> Material supplied

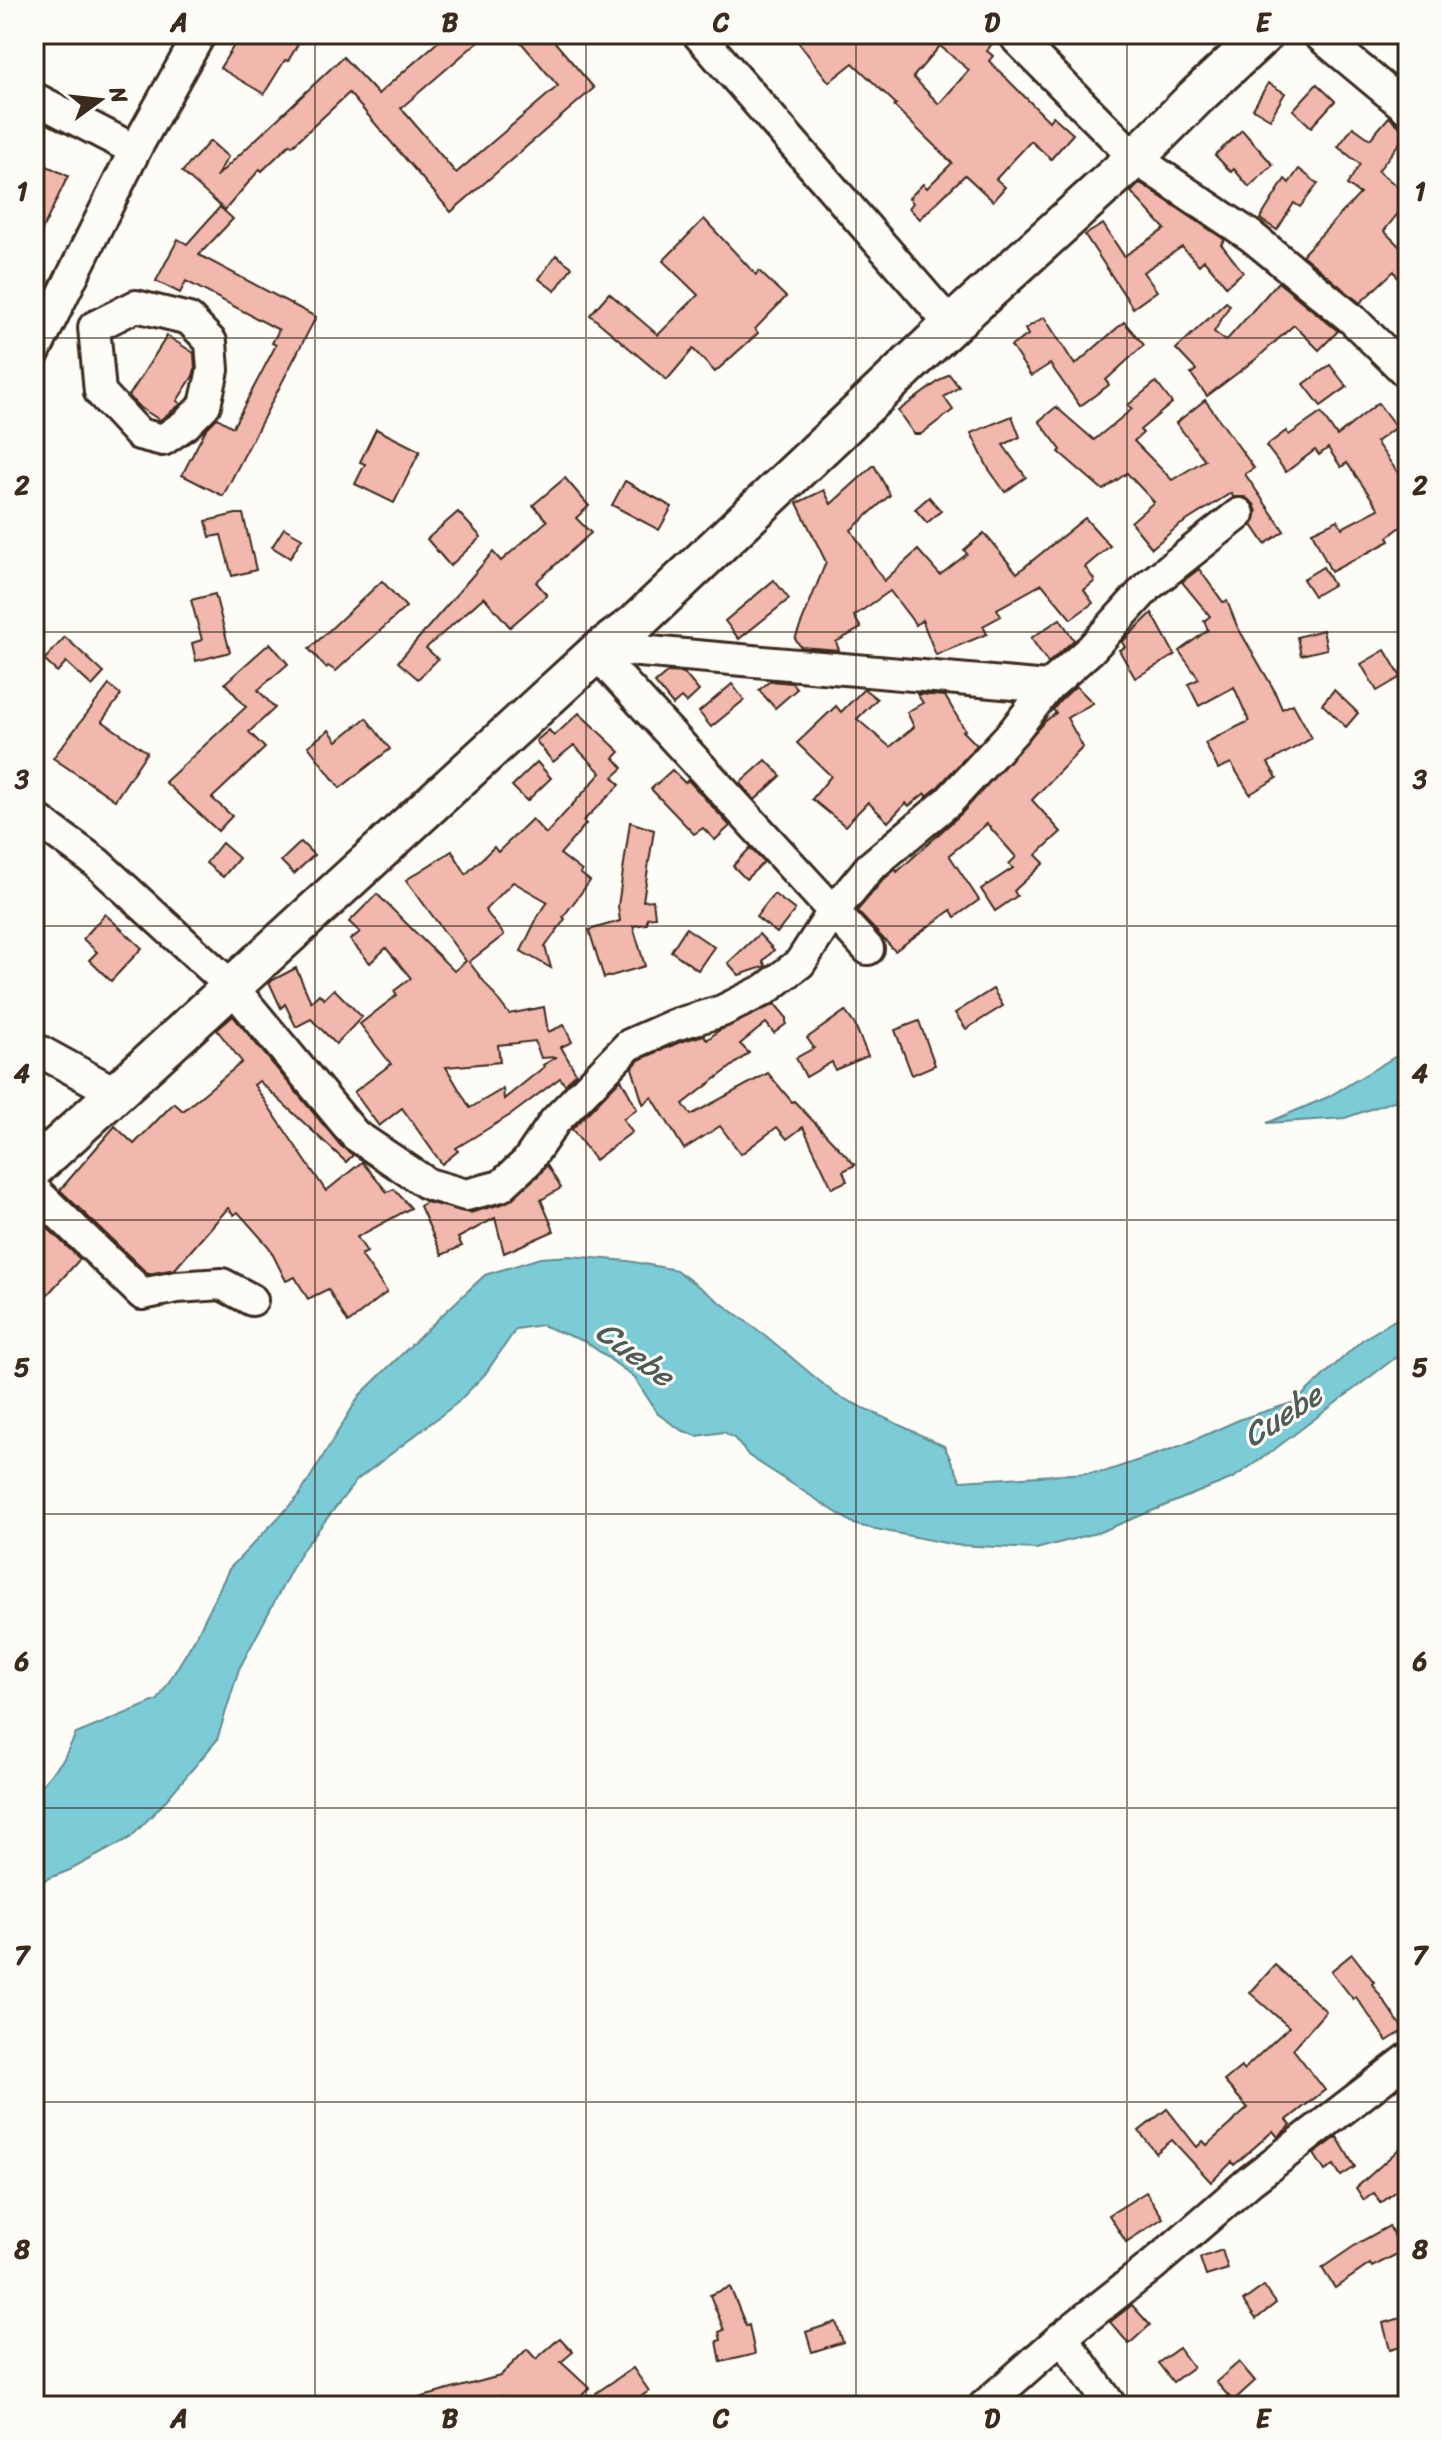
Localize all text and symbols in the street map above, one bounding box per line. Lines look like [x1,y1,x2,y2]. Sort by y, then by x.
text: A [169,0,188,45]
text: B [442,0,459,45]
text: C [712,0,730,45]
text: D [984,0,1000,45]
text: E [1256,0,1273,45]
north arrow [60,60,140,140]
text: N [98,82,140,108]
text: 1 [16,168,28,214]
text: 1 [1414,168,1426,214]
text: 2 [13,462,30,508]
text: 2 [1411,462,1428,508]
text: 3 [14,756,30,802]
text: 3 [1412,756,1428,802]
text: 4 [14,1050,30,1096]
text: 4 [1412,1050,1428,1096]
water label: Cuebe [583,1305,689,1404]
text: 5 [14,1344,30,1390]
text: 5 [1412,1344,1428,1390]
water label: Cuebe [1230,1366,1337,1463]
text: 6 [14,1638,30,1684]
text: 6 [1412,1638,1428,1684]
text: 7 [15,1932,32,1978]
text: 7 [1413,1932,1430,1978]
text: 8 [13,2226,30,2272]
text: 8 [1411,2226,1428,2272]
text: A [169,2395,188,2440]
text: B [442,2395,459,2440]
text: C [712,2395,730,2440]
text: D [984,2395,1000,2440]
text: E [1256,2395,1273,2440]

> Assigned task
Please copy out the whole listing exactly, minus its pictures.

> Exercise solution
Localize all text and symbols in the street map above, one bounding box per line. Lines look like [x1,y1,x2,y2]. Sort by y, then by x.
text: A [169,0,188,45]
text: B [442,0,459,45]
text: C [712,0,730,45]
text: D [984,0,1000,45]
text: E [1256,0,1273,45]
north arrow [60,60,140,140]
text: N [98,82,140,108]
text: 1 [16,168,28,214]
text: 1 [1414,168,1426,214]
text: 2 [13,462,30,508]
text: 2 [1411,462,1428,508]
text: 3 [14,756,30,802]
text: 3 [1412,756,1428,802]
text: 4 [14,1050,30,1096]
text: 4 [1412,1050,1428,1096]
water label: Cuebe [583,1305,689,1404]
text: 5 [14,1344,30,1390]
text: 5 [1412,1344,1428,1390]
water label: Cuebe [1230,1366,1337,1463]
text: 6 [14,1638,30,1684]
text: 6 [1412,1638,1428,1684]
text: 7 [15,1932,32,1978]
text: 7 [1413,1932,1430,1978]
text: 8 [13,2226,30,2272]
text: 8 [1411,2226,1428,2272]
text: A [169,2395,188,2440]
text: B [442,2395,459,2440]
text: C [712,2395,730,2440]
text: D [984,2395,1000,2440]
text: E [1256,2395,1273,2440]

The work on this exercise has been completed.